3. Keep informed on district opportunities for sustained educational reform from meetings with staff as well as reading sources such as The Illinois School Board Journal, American School Board Journal from NSBA and others recommended by your district’s administration.

4. Listen to the superintendent and administrative team and ask questions during reports on reform measures in the district. They are the professionals employed by the board to investigate, study, recommend and implement reform initiatives.

5. Use district and school functions as opportunities to learn more about how reform movements are being implemented and progressing.

6. Seek first to understand the issues and components of a reform and once understood, use time to an advantage by obtaining as much information as possible from reform measure terminology to details of successes and challenges before taking a position or making a recommendation.

7. Embrace change as an opportunity to move the district forward.

8. Try to understand the complexities and nuances behind change theory and remember that sustained meaningful change takes several years to be realized and become permanent.

9. Set the tone in your district for collaboration and cooperation among all stakeholders by modeling collaboration at board meetings, school events and places where people know you are a board member.

10. Communicate regularly and truthfully about reform successes, challenges and even failures; as we tell students, people learn from failures as well as success.

There are numerous challenges to successful school reform and a school board member’s role is a most important one. The road to improvement can be long and bumpy, filled with ups and downs and potholes, Success can come in bits and pieces.
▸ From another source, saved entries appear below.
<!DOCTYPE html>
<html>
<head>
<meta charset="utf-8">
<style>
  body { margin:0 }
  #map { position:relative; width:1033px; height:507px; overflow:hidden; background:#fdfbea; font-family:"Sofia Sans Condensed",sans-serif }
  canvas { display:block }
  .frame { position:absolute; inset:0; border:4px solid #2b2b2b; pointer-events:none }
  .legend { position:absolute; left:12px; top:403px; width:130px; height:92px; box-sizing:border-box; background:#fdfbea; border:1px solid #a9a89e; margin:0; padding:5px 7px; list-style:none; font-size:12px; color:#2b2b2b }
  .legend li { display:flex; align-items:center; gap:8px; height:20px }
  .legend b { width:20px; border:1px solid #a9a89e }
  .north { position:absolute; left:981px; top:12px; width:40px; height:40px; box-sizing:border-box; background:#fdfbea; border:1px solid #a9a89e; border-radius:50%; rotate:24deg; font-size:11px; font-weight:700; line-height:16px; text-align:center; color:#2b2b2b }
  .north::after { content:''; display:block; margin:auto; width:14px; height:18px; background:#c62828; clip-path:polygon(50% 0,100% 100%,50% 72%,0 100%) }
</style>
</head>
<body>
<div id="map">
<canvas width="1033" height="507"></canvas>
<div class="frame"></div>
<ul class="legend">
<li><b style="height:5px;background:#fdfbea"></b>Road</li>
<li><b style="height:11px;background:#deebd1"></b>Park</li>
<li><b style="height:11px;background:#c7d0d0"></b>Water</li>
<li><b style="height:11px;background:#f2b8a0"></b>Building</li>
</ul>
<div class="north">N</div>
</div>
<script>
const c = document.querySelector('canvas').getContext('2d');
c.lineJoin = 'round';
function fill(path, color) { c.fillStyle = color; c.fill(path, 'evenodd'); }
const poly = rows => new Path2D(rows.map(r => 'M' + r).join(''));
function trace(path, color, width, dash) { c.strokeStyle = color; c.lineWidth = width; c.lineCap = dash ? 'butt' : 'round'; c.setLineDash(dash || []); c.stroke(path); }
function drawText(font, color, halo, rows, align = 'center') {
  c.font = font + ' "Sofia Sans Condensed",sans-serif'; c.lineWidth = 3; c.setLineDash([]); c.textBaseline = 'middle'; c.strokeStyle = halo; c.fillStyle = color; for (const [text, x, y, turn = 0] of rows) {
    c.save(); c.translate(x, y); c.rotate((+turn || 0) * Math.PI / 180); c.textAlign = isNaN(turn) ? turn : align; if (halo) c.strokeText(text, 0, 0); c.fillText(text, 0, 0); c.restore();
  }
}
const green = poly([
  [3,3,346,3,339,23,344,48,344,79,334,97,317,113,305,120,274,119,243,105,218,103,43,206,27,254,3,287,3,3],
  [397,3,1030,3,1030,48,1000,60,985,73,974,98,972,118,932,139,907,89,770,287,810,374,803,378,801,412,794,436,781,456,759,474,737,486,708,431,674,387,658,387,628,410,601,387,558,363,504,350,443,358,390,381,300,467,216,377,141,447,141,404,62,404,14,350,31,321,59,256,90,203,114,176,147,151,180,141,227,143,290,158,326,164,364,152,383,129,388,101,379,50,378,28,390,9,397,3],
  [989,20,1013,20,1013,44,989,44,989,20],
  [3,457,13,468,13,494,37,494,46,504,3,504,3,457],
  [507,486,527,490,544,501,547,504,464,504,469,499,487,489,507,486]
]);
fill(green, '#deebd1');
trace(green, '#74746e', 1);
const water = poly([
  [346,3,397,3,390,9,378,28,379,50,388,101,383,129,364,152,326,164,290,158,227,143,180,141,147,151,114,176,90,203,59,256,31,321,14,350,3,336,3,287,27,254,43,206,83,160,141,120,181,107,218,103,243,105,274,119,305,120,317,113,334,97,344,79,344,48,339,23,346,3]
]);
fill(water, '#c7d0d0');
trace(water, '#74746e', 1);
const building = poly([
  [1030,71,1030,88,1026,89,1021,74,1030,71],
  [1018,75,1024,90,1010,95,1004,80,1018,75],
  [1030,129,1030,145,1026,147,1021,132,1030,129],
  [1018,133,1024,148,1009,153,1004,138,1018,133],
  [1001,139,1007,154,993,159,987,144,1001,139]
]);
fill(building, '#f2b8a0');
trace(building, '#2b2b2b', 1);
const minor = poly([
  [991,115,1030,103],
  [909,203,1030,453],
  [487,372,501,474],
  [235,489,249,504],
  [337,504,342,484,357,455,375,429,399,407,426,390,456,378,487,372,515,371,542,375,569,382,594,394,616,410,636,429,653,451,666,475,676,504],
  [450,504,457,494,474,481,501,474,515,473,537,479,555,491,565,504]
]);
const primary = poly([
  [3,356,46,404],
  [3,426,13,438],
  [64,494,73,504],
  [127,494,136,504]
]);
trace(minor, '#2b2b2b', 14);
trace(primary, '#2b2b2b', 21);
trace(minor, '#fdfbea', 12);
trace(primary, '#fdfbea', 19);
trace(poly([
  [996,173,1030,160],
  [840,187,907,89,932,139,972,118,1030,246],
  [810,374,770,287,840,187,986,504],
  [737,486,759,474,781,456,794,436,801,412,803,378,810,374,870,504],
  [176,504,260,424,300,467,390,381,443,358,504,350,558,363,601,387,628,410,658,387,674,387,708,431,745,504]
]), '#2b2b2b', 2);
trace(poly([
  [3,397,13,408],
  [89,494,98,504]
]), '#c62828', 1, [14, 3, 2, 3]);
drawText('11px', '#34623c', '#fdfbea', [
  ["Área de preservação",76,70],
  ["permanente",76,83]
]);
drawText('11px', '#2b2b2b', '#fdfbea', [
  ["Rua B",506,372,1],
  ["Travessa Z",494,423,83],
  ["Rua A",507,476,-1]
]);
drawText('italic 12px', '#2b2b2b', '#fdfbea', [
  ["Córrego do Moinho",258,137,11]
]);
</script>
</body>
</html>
In the end though, you can take comfort in the knowledge that you worked to create a better place for students through reform measures that increased achievement.

References
Illinois Association of School Boards (2013). Foundational Principals of Effective Governance.

Kirp , David L., Improbable Scholars — The Rebirth of a Great American School System and Strategy for America’s Schools. Oxford University Press, 2013.

Larson, Robert L. Changing Schools from the Inside Out. Rowman & Littlefield Education, 2011.

National School Boards Association, The Key Work of School Boards: Student Achievement, Retrieved from www.nsba.org/keywork, 2014

Southwest Educational Development Laboratory (SEDL, 2014), The Board’s Role in Educational Improvement. Retrieved from www.sedl.org/change/issues/issues34.html.

Usdan , Michael D., Usdan, “School Boards A Neglected Institution in an Era of School Reform,” Phi Delta Kappan, March 2010.